→ **Problem description**:
Please report every line from the material that contains the word "canvas".

→ **Source material**:
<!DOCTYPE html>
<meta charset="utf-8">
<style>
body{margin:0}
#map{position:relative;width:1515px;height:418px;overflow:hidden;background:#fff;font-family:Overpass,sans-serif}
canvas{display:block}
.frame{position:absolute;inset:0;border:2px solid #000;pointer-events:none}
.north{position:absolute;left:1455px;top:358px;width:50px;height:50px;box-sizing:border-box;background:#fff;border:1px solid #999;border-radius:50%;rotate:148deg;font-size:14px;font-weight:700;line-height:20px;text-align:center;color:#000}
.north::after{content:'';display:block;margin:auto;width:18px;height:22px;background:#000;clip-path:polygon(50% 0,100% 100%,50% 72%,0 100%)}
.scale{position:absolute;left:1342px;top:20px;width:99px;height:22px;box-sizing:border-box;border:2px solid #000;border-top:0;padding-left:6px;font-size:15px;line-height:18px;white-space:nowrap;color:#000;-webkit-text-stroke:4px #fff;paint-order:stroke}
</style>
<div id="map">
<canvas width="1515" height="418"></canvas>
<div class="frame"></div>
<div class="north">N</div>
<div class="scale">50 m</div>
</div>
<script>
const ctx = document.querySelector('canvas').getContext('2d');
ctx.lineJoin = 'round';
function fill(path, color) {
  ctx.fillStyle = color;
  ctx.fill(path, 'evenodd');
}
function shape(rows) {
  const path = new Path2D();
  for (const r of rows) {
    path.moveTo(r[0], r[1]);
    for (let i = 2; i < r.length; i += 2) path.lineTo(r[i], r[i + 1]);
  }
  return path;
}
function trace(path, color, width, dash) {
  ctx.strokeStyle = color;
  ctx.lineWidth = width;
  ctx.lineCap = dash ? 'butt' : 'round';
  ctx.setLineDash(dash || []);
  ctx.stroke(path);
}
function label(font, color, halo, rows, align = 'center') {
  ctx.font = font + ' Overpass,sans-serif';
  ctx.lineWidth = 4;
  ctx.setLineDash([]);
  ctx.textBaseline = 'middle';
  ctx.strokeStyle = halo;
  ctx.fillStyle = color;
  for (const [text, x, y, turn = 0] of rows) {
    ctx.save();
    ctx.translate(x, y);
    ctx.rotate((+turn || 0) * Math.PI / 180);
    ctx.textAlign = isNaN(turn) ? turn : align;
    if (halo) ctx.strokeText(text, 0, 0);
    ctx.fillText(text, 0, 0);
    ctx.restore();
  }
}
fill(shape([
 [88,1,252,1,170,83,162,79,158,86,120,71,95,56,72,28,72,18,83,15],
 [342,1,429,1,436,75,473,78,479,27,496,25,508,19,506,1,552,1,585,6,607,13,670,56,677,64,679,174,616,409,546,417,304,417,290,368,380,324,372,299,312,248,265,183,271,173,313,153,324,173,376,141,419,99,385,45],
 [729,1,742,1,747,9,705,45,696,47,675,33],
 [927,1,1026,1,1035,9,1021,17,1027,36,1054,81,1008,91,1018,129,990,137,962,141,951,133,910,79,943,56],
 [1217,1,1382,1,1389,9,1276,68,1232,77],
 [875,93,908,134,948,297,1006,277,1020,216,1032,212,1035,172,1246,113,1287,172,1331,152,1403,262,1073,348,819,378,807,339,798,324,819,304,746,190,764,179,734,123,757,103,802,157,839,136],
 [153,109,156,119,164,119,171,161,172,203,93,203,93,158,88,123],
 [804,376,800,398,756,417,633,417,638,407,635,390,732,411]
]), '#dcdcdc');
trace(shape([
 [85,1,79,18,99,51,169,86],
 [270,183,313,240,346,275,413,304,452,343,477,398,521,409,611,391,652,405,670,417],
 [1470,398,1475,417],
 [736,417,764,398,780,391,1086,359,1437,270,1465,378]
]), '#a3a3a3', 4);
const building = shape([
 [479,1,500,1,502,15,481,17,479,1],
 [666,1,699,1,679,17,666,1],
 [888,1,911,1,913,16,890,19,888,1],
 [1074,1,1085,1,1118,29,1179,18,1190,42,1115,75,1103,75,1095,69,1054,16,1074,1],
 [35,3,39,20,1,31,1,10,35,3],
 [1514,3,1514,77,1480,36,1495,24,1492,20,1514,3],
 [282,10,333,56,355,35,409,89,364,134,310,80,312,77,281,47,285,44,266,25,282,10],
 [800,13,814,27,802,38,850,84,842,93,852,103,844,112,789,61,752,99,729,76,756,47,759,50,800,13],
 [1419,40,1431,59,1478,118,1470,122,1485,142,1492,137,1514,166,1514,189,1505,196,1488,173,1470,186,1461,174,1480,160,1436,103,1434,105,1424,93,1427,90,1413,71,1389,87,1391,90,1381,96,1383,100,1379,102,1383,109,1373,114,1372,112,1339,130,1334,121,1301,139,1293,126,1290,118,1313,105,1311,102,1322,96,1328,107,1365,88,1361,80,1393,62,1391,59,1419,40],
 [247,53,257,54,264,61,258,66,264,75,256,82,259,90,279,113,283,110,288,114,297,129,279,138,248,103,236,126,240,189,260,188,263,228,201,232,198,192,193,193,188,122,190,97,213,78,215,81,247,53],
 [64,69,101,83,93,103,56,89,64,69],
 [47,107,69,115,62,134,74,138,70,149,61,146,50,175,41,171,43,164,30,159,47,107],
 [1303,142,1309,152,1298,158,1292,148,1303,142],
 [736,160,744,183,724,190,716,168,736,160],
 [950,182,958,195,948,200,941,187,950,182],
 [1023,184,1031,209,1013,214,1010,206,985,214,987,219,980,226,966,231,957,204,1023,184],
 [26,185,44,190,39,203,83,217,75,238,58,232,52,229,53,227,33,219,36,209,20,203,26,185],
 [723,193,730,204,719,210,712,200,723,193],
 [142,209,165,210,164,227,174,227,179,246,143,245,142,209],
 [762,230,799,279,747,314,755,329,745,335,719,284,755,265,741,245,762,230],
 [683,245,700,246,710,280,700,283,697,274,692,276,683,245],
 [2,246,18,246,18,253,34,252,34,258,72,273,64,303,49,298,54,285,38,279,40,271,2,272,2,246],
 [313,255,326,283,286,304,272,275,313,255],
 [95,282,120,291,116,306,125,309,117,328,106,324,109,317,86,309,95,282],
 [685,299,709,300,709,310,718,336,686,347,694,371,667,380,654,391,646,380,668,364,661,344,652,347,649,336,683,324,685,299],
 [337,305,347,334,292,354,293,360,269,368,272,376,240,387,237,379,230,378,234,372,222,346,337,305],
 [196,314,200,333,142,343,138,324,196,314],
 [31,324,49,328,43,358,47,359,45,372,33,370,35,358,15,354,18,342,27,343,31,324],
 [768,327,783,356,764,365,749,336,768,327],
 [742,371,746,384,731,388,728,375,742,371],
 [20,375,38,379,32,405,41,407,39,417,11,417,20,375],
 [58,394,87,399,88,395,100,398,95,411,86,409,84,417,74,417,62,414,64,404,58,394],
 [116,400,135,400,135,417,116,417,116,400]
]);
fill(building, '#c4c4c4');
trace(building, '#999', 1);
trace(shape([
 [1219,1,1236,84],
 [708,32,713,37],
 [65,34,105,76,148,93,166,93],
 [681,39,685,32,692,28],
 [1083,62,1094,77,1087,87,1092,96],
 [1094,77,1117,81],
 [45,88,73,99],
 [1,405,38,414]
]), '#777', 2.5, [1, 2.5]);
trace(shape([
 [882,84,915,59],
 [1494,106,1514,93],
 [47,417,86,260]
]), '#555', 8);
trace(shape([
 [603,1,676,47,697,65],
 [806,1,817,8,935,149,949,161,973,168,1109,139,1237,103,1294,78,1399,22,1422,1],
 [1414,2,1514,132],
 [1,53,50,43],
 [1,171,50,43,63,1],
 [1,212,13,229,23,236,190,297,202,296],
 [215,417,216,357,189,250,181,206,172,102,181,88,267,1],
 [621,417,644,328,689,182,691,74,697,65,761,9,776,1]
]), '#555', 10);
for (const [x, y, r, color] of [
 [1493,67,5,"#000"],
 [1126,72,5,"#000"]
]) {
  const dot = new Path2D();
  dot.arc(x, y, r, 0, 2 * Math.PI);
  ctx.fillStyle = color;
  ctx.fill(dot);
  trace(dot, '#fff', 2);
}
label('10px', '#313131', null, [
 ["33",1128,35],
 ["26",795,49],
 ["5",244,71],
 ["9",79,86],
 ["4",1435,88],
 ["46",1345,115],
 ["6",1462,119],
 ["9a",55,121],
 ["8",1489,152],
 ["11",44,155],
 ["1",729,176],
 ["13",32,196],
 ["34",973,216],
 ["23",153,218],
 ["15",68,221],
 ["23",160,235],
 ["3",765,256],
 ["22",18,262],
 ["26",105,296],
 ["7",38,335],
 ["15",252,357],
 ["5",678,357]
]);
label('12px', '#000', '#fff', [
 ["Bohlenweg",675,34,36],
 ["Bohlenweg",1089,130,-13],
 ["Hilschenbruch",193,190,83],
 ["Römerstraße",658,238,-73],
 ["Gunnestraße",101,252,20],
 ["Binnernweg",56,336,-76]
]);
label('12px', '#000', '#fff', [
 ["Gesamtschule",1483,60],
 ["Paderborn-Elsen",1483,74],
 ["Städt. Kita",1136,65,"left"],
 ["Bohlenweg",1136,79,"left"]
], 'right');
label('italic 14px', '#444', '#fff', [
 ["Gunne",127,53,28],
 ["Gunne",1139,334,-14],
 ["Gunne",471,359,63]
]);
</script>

→ **Task output**:
canvas{display:block}
<canvas width="1515" height="418"></canvas>
const ctx = document.querySelector('canvas').getContext('2d');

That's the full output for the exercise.